KPI	Definition	Target
Hit rate	Fraction of user queries answered using a memory	> 60 %
Accuracy	Retrieved memories are correct & current	> 95 %
P50 latency	Extra time spent on retrieval + ranking	< 600 ms
Compliance	User delete requests executed within SLA	100 %
Cost ratio	Memory-related tokens ÷ total tokens	< 15 %

Log false positives (used memory but wrong) and false negatives (needed memory but missed) weekly; they guide your next summarisation or embedding tweak.

12. Current Hardest Problems (2025)

Latency vs.
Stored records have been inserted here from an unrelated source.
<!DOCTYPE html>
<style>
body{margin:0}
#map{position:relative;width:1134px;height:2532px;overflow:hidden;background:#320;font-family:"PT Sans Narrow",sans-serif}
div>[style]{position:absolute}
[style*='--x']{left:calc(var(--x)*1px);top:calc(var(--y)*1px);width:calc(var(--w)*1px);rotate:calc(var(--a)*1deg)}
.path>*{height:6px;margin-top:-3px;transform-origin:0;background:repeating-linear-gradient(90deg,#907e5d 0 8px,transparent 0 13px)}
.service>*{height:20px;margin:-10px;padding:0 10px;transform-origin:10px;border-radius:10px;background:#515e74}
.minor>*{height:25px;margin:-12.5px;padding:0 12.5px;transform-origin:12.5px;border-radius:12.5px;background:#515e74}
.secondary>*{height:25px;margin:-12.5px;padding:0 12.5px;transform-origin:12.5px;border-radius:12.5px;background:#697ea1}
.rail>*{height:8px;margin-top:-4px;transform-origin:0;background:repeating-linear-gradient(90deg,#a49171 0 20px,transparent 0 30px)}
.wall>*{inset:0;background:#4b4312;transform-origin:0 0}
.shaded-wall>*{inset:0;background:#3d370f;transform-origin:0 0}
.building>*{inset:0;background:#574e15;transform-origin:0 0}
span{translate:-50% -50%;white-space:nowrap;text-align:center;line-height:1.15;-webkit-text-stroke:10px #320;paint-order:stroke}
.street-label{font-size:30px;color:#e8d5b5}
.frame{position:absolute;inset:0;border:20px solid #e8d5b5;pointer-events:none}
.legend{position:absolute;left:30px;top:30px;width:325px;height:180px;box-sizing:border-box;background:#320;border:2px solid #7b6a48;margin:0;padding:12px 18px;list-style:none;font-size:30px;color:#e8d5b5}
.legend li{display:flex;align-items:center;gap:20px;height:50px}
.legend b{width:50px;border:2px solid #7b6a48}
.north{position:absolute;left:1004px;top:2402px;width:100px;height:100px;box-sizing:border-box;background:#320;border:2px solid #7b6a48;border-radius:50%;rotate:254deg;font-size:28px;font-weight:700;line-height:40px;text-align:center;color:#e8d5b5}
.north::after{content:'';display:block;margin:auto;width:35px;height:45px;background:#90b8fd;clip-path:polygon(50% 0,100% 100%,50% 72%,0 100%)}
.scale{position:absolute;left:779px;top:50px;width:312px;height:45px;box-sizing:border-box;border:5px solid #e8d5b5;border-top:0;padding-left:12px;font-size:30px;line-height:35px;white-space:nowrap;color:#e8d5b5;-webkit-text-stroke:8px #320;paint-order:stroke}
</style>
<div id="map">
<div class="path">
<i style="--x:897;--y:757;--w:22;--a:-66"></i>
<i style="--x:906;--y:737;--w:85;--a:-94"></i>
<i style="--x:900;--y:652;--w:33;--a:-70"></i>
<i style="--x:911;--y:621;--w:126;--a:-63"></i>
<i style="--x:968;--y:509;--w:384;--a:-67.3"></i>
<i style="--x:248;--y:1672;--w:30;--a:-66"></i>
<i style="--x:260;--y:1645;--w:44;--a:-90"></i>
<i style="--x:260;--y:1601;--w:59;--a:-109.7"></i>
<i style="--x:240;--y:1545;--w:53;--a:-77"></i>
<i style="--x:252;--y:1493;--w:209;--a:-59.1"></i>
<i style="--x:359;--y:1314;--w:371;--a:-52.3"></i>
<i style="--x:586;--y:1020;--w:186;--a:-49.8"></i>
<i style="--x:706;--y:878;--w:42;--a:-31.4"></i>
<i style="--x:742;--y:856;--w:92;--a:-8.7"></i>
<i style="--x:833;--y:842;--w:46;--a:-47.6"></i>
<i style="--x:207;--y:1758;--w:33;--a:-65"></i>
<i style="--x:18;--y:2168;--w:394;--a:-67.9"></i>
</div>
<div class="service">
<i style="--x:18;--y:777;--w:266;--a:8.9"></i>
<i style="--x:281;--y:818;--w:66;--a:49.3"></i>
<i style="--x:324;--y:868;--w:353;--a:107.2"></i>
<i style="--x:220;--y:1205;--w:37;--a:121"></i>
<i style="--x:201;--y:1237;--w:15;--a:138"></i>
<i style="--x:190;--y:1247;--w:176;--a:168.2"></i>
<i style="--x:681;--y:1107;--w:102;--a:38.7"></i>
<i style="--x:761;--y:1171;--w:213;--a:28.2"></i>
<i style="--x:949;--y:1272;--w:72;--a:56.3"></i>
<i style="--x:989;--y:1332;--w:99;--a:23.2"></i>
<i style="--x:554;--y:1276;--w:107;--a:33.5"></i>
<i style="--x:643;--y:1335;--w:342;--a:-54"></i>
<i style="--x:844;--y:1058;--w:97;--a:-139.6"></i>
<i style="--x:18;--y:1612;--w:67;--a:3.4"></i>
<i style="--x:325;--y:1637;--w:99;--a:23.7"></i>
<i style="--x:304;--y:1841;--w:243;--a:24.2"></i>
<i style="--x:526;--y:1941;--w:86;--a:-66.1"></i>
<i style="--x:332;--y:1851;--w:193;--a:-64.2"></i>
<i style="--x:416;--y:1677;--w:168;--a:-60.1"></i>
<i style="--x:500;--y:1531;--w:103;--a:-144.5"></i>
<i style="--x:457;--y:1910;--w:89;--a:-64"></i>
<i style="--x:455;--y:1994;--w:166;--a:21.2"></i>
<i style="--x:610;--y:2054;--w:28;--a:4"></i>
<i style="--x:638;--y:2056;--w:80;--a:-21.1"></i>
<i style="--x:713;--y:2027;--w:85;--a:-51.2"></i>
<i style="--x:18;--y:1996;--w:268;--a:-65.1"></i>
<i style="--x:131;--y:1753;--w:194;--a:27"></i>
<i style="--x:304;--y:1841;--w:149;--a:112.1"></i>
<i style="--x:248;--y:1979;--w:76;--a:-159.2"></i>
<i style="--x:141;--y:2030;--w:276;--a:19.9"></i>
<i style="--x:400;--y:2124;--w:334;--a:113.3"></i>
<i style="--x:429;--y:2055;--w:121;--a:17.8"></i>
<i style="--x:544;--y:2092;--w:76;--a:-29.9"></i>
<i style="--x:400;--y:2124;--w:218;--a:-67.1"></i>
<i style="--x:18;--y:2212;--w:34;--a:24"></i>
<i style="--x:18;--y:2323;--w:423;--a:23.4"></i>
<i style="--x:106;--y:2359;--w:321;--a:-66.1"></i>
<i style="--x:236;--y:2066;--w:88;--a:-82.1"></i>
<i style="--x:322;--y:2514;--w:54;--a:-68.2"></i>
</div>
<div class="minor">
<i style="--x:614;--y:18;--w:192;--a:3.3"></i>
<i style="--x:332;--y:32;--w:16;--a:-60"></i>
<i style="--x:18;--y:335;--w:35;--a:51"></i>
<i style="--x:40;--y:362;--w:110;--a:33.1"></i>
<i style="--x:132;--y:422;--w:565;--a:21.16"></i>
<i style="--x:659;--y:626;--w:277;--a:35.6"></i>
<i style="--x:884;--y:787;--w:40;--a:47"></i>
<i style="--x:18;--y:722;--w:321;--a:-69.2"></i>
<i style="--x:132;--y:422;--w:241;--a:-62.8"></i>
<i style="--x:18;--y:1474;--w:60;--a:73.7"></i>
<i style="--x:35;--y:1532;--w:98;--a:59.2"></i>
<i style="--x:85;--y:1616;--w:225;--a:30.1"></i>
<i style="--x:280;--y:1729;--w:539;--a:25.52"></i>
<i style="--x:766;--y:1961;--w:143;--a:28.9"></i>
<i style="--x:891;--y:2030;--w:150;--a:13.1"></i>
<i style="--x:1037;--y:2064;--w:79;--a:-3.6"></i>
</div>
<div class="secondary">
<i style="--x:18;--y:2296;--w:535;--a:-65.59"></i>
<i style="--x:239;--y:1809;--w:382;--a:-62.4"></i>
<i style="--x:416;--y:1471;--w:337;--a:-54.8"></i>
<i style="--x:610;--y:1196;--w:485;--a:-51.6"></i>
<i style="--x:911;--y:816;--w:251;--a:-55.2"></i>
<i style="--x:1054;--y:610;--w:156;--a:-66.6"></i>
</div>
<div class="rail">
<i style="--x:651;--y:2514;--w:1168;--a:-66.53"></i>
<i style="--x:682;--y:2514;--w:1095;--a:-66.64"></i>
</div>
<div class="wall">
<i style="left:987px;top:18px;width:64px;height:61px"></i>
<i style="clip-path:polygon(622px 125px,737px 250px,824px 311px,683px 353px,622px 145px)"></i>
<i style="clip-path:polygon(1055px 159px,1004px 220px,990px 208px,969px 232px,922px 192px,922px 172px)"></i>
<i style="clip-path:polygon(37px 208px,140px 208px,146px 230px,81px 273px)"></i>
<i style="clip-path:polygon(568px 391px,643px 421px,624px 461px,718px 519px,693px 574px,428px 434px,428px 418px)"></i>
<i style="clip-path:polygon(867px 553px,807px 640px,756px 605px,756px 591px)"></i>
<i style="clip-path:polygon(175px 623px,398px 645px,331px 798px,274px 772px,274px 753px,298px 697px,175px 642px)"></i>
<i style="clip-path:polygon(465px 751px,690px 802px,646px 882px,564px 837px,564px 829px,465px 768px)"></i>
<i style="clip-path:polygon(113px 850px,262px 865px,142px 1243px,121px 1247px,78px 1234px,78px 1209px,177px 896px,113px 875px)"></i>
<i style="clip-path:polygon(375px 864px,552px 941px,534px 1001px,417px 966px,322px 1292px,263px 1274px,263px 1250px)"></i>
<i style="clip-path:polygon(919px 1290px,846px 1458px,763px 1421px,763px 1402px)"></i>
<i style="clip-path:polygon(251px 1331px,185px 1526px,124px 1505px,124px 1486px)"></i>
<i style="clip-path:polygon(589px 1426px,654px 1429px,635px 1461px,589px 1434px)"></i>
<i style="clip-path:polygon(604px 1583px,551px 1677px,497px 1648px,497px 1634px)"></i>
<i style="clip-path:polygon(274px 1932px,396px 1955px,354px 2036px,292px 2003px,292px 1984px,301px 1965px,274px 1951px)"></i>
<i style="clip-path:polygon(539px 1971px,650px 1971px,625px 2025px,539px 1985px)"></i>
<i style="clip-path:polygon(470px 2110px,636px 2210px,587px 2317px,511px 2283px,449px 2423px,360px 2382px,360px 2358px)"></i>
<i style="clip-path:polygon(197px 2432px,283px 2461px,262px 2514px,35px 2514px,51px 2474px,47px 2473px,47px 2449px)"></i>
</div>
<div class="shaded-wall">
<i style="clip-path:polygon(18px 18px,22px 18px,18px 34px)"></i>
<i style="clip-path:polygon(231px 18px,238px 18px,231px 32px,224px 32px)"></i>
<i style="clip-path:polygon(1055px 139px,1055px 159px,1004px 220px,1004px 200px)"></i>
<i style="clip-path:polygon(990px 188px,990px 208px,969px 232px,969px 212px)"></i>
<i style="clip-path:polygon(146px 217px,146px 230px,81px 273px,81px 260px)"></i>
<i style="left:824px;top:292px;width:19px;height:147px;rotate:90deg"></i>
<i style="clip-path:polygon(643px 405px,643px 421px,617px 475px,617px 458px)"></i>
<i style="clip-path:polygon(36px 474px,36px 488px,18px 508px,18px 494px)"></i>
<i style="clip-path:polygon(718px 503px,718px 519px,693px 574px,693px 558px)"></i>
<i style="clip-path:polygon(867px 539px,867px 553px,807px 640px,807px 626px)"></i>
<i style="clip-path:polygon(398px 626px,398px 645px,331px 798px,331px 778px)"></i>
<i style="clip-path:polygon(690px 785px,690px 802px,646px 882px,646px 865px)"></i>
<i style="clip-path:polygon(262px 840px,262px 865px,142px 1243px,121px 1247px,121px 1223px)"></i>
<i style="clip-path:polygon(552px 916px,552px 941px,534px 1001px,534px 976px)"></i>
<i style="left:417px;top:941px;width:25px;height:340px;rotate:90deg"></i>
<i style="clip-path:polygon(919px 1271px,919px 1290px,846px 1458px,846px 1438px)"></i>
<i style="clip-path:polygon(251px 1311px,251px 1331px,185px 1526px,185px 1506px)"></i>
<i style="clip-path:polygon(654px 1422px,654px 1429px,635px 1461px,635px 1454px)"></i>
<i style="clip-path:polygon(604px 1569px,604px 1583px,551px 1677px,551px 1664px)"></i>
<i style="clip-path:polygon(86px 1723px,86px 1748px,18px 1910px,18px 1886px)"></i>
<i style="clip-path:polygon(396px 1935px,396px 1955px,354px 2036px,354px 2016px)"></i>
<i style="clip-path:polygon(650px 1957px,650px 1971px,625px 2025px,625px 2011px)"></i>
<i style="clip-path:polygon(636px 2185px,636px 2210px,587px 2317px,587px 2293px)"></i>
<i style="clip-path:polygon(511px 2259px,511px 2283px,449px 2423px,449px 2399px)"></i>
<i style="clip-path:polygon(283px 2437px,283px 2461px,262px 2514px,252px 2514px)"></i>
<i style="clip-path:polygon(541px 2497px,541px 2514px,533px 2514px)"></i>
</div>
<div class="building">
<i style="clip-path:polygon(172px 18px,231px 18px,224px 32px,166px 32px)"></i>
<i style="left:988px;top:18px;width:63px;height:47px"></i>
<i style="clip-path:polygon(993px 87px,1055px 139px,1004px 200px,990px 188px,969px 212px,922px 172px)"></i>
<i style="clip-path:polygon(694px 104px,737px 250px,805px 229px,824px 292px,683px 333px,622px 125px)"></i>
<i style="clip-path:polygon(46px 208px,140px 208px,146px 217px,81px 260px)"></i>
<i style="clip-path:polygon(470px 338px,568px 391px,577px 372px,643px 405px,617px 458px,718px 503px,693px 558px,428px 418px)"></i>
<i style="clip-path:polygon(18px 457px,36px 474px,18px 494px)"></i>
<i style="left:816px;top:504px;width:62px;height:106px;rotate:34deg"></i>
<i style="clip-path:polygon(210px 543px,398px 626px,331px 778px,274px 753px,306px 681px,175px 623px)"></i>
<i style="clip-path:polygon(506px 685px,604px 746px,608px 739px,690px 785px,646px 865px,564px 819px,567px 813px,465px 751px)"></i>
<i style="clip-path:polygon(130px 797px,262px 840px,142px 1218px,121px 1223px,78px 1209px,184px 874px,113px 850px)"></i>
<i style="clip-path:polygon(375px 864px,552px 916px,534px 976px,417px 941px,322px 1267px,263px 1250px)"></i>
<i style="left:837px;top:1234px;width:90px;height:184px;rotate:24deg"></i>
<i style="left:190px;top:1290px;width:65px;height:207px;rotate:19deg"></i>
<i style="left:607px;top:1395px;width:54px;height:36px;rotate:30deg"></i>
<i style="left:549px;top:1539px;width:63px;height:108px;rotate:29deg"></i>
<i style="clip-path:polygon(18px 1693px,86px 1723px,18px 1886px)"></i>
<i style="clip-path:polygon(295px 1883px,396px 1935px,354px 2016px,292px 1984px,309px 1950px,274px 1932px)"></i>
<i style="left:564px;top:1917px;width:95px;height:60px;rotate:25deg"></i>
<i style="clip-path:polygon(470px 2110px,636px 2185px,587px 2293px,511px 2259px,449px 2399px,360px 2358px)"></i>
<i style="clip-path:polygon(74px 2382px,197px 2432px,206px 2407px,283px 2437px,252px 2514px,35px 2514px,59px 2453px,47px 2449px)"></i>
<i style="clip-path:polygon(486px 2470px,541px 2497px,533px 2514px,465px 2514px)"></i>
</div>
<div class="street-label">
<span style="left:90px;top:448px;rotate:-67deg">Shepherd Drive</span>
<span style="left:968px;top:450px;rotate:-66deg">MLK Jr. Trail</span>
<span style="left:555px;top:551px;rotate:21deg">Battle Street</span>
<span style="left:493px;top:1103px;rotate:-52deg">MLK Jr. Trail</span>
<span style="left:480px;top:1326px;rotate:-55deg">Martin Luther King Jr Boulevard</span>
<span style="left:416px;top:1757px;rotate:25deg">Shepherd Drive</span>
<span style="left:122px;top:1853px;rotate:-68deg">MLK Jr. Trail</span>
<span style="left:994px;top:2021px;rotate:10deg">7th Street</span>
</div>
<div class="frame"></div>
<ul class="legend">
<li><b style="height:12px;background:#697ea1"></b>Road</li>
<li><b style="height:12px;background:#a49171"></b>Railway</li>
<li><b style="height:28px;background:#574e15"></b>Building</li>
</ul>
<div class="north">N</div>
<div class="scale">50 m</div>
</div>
Accuracy
- Vector search + reranker gives quality but adds 200-800 ms
- Mitigation: local cache, approximate search, async prefetch
Automated Forgetting
- Time-to-live is easy but blunt
- “Contradiction detection” needs an extra model → cost & complexity
- Regulatory pressure is rising; you can’t just “soft delete” anymore
Multi-user Safety
- Alice’s memories must never appear in Bob’s prompt
- Row-level security + prompt injection guardrails are mandatory

13. Framework Cheat-Sheet (Open-Source)

Name	Core Pitch	URL
mem0	Drop-in memory layer, multi-user	mem0.ai
Letta	Explicit Core/Recall/Archival blocks	letta.com
Cognee	Data pipelines + auto-summaries	cognee.ai
Zep	Long-term + GDPR-compliant forgetting	getzep.com
LangGraph	Graph-based memory flows	docs.langchain.com
Google ADK	Official SDK for session + memory	google.github.io/adk-docs

Selection checklist

✔ Hot-path tool-calling API
✔ Real UPDATE/DELETE, not just append
✔ Per-user isolation & encryption at rest
✔ Hosted EU/China nodes if you serve those regions

14. Roadmap: From Zero to Production-Grade

Week 1

Run the 30-line code above; store 5 fact types

Week 2

Add UPDATE & DELETE endpoints; build a simple UI for “see / edit / erase”

Week 3

Deploy background job that summarises daily chats and prunes low-confidence rows

Week 4

Instrument logging (hit rate, latency, error class); set alerts

Month 2

A/B test hot-path vs. background for your top two fact types
Tune retrieval (top-k, rerank threshold, embedding model size)

Month 3

Pen-test & compliance audit (GDPR, PIPL, CCPA)
Document your retention schedule—regulators love paper trails

15. Key Takeaways (Print-and-Stick Version)

Stateless LLM ≠ amnesia sentence; memory is engineered, not magic.
Separate short-term (fast, small) from long-term (slow, big) and define a transfer policy.
Give users explicit delete—it’s the law almost everywhere now.
Measure hit rate, accuracy, latency, cost; everything else is vanity.
Start with a hybrid hot-path + background pipeline; you can always shift the knob later.

“

Build agents that remember what matters and forget what doesn’t, and your users will finally stop asking,
“Why can’t it remember I already told you that?”